Sunday 7 March 2010

But they're all subject to manipulation...*.

Justin Wolfers lauds the new Oscar voting system, also described here. He claims:
Really?

Let's take Wolfers's example: 1997's win by Titanic over As Good As It Gets, The Full Monty, Good Will Hunting and LA Confidential. Wolfers says that someone expecting Titanic and As Good As It Gets to be the top picks would have an incentive to lie about his true preference for LA Confidential and to vote for his favourite among the two likely front runners. But mightn't folks have incentive to lie also under the elimination ballot?

Suppose we have 5800 Members of the Academy voting, with preferences as listed below.

The first set of voters, 2000-strong, prefers Titanic to anything else, followed by LA Confidential, followed by Good Will Hunting, followed by Full Monty, followed by As Good As It Gets.

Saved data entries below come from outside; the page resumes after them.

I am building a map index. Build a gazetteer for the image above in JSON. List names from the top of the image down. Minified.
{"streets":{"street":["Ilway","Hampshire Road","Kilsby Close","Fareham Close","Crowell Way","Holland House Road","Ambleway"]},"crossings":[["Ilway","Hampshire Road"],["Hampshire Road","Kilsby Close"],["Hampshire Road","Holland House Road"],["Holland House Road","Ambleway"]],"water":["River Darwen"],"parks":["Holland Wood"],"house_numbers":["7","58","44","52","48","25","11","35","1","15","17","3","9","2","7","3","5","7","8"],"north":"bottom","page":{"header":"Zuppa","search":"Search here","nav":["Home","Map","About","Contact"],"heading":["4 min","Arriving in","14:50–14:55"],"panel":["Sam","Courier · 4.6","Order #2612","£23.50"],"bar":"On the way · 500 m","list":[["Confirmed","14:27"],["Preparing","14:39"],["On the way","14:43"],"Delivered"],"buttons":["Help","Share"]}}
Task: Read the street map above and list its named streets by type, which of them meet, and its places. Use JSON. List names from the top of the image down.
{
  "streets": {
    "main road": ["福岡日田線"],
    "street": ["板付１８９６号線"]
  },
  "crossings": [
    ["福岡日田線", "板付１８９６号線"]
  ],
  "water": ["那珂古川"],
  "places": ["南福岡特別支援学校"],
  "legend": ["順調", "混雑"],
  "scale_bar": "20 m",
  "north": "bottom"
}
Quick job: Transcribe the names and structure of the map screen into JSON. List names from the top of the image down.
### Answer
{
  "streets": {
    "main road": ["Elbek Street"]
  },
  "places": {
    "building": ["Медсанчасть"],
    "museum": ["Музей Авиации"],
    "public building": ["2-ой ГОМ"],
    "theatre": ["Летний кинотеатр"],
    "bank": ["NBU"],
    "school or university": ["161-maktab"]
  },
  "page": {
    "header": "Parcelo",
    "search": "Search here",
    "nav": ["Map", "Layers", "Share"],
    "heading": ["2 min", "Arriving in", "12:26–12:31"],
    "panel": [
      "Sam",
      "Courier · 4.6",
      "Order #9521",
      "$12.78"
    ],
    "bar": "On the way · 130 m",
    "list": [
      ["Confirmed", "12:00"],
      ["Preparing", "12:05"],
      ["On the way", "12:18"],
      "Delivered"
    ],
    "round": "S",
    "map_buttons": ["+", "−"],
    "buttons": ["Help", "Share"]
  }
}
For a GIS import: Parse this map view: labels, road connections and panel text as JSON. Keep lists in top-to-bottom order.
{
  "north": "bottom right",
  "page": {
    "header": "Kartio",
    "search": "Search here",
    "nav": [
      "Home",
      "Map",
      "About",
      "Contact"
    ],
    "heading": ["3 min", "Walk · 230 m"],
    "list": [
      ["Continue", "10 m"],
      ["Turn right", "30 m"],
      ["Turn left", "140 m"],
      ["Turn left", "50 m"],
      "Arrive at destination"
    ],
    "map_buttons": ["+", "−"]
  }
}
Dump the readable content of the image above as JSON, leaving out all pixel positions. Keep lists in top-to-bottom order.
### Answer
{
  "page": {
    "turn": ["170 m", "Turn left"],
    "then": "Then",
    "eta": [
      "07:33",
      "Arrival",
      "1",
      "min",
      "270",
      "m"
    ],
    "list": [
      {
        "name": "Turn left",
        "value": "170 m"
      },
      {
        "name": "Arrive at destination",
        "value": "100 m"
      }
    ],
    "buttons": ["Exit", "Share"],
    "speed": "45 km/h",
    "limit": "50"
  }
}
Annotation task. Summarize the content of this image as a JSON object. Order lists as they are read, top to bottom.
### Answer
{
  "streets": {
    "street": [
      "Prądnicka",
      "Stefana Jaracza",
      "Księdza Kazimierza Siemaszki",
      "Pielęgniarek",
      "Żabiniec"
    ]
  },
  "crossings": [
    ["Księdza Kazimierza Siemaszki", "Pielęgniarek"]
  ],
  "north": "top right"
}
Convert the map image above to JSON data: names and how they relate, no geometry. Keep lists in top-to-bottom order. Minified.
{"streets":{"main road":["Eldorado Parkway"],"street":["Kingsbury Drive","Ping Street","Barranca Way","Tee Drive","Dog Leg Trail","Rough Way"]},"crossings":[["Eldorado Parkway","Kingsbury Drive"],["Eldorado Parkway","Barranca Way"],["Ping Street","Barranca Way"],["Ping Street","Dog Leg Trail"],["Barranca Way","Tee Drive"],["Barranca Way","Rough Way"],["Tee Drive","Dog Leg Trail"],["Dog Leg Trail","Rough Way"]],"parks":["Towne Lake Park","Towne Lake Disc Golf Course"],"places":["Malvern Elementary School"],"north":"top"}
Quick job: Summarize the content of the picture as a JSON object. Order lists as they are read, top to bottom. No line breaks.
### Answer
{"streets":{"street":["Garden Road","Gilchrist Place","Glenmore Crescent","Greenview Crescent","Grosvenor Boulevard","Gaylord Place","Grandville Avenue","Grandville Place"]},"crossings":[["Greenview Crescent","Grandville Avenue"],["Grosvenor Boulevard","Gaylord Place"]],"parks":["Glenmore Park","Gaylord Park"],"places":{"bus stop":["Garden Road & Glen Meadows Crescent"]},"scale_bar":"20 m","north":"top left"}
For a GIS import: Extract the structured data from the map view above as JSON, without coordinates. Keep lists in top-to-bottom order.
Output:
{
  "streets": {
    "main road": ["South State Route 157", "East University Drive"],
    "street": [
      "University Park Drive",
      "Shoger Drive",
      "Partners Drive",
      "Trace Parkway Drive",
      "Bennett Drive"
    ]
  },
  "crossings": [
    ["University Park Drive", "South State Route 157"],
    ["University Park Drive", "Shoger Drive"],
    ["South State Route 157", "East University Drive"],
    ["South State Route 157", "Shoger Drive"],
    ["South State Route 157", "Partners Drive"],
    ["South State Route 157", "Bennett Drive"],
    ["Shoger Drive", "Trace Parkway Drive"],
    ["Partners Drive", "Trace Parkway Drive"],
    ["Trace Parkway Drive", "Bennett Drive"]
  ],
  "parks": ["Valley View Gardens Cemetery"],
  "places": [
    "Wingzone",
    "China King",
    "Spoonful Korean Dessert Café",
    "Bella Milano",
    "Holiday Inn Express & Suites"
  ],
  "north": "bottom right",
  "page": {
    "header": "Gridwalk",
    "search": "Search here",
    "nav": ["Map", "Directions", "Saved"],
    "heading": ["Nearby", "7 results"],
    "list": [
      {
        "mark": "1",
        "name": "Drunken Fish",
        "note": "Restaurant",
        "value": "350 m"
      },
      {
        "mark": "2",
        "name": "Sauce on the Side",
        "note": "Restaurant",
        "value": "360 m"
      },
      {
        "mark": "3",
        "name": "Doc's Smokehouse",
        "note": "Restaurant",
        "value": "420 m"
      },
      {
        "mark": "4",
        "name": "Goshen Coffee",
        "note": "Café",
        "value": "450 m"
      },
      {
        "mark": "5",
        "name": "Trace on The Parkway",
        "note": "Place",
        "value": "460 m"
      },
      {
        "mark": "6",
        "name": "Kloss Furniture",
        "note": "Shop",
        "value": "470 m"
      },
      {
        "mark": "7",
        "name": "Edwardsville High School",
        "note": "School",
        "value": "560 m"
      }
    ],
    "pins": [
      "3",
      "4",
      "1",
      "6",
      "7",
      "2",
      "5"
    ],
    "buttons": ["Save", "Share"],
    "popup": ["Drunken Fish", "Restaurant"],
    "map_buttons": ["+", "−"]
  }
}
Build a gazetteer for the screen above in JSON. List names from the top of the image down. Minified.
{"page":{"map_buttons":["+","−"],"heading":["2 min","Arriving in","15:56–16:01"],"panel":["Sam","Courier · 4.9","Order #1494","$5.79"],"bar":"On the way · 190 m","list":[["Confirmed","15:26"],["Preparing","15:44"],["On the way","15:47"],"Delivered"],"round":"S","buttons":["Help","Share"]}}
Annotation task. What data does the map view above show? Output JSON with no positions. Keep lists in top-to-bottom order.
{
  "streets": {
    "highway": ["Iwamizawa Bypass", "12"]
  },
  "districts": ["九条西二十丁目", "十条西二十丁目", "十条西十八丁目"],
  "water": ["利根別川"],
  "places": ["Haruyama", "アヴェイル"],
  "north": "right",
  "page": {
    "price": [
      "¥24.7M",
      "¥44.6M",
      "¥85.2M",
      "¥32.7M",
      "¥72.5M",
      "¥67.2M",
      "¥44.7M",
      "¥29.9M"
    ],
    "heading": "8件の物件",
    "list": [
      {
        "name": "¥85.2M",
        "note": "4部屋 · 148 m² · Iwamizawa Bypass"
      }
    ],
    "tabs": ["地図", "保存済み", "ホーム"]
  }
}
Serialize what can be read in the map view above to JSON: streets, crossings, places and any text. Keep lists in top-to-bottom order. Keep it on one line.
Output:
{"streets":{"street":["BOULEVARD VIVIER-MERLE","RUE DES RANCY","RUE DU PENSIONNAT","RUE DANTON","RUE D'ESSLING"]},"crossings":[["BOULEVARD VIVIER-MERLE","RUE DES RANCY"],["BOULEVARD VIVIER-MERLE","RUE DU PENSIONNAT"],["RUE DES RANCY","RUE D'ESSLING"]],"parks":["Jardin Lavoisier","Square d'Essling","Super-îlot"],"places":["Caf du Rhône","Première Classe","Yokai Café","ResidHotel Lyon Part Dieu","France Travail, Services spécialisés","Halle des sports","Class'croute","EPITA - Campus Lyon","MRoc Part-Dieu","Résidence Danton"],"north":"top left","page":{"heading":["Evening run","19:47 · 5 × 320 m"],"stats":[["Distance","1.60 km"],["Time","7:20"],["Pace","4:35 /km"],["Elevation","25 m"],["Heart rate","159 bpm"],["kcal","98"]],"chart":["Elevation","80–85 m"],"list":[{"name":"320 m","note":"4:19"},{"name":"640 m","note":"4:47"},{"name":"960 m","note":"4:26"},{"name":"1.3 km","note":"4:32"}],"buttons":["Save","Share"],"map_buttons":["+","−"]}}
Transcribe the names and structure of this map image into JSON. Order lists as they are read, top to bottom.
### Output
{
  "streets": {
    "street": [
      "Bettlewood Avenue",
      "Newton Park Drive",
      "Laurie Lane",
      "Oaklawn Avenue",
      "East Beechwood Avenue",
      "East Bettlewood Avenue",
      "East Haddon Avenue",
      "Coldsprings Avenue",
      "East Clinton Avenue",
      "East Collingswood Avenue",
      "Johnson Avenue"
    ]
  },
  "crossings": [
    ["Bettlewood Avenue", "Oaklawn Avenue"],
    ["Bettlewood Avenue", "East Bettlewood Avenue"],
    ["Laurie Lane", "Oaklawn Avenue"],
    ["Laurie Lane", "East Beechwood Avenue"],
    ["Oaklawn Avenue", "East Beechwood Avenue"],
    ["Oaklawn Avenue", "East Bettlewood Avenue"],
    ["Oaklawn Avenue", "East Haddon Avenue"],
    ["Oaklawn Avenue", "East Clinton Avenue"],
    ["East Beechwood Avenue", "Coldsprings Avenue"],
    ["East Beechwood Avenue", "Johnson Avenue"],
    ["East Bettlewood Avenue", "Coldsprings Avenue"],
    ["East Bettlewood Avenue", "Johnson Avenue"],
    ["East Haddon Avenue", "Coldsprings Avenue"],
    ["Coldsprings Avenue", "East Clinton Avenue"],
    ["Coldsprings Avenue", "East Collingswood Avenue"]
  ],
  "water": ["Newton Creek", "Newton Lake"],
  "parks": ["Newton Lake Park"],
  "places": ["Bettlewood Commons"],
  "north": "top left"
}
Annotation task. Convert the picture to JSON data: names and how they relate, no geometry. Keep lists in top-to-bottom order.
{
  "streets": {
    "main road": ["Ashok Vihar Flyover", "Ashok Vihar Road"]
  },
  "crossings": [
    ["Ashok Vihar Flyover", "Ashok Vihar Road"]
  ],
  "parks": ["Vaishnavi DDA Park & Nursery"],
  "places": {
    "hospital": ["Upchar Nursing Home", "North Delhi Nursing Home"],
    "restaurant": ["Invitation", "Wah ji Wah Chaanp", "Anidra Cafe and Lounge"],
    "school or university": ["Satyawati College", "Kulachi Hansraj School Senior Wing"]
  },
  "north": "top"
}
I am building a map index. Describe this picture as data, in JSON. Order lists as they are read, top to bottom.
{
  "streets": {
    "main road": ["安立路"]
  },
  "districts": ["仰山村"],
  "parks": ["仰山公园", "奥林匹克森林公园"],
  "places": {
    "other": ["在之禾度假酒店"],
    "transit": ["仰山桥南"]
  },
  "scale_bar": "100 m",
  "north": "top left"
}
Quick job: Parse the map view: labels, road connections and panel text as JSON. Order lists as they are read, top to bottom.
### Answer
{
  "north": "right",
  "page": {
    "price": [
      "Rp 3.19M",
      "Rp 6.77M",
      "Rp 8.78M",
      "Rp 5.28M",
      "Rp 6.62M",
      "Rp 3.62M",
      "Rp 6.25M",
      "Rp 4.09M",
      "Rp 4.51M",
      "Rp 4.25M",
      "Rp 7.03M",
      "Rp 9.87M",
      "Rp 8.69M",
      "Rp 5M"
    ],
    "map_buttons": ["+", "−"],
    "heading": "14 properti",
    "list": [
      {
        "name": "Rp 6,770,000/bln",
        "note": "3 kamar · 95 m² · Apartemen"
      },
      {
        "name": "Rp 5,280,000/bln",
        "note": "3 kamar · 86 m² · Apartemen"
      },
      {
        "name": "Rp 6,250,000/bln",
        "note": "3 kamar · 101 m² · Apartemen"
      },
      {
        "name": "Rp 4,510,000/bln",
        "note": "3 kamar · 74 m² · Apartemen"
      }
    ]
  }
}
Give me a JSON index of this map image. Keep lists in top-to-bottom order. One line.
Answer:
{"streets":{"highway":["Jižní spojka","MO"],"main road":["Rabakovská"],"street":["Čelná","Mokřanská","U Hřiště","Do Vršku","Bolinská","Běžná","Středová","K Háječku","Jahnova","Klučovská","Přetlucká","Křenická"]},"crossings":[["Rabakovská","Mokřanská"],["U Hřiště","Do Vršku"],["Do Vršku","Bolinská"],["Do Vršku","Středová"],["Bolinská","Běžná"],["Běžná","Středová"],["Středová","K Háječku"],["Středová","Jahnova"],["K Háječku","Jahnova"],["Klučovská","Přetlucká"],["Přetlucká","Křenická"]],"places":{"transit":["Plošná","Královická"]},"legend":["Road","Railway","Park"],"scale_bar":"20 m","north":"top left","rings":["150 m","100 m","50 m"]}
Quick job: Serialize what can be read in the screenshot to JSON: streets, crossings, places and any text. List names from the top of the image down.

The second set of voters, all 1400 of them, prefers Good Will Hunting followed by LA Confidential followed by The Full Monty, followed by Titanic, followed by As Good As It Gets.

The third set of 1000 voters prefers As Good As It Gets, followed by LA Confidential, followed by Good Will Hunting, Titanic, and The Full Monty.

The fourth set of 600 voters prefers LA Confidential, then Good Will Hunting, then Good As It Gets, then Full Monty, then Titanic.

The final set of 800 voters prefers As Good As It Gets followed by LA Confidential, Full Monty, Titanic, and Good Will Hunting.

On a straight plurality vote, Titanic wins with 2000 votes to As Good As It Gets's 1800.

Under a sincere elimination ballot, Full Monty is eliminated on the first round (nobody's first pick) followed by LA Confidential on the second (first pick of only 600), As Good As It Gets on the third (now the first choice of 1800), and Titanic on the fourth (now first choice of 2800), leaving Good Will Hunting as winner.

Is it then true that Good Will Hunting is preferred by a majority to any other film? Obviously not. LA Confidential is preferred over Good Will Hunting by all but the second group of voters: 4400 preferred LA Confidential, 1400 preferred Good Will Hunting. Indeed, LA Confidential is the Condorcet Winner in the preference ordering I've set up above. It's true that the winner on the elimination ballot is preferred by a majority to the film it beats out in the last round, but that's hardly the same thing as being majority preferred over all other nominees. I'm guessing that Wolfers here must have been misquoted.

As for manipulation, imagine that you're in the final group of voters and you've a decent idea of how things are going. You and the rest of your group will not be happy if Good Will Hunting wins: that's your last choice. How can you change the outcome? Lie about your preference between As Good As It Gets and LA Confidential! Doing so flips the outcome to LA Confidential, your group's second choice, from your group's last choice. The elimination sequence then runs Full Monty on the first round, Good As It Gets on the second (1000 votes), Good Will Hunting on the third (1400 votes), and LA Confidential beats Titanic in the final round, 3800 to 2000. Lying in this case helps in choosing a Condorcet Winner, so that's a decent result, but it doesn't have to be the case.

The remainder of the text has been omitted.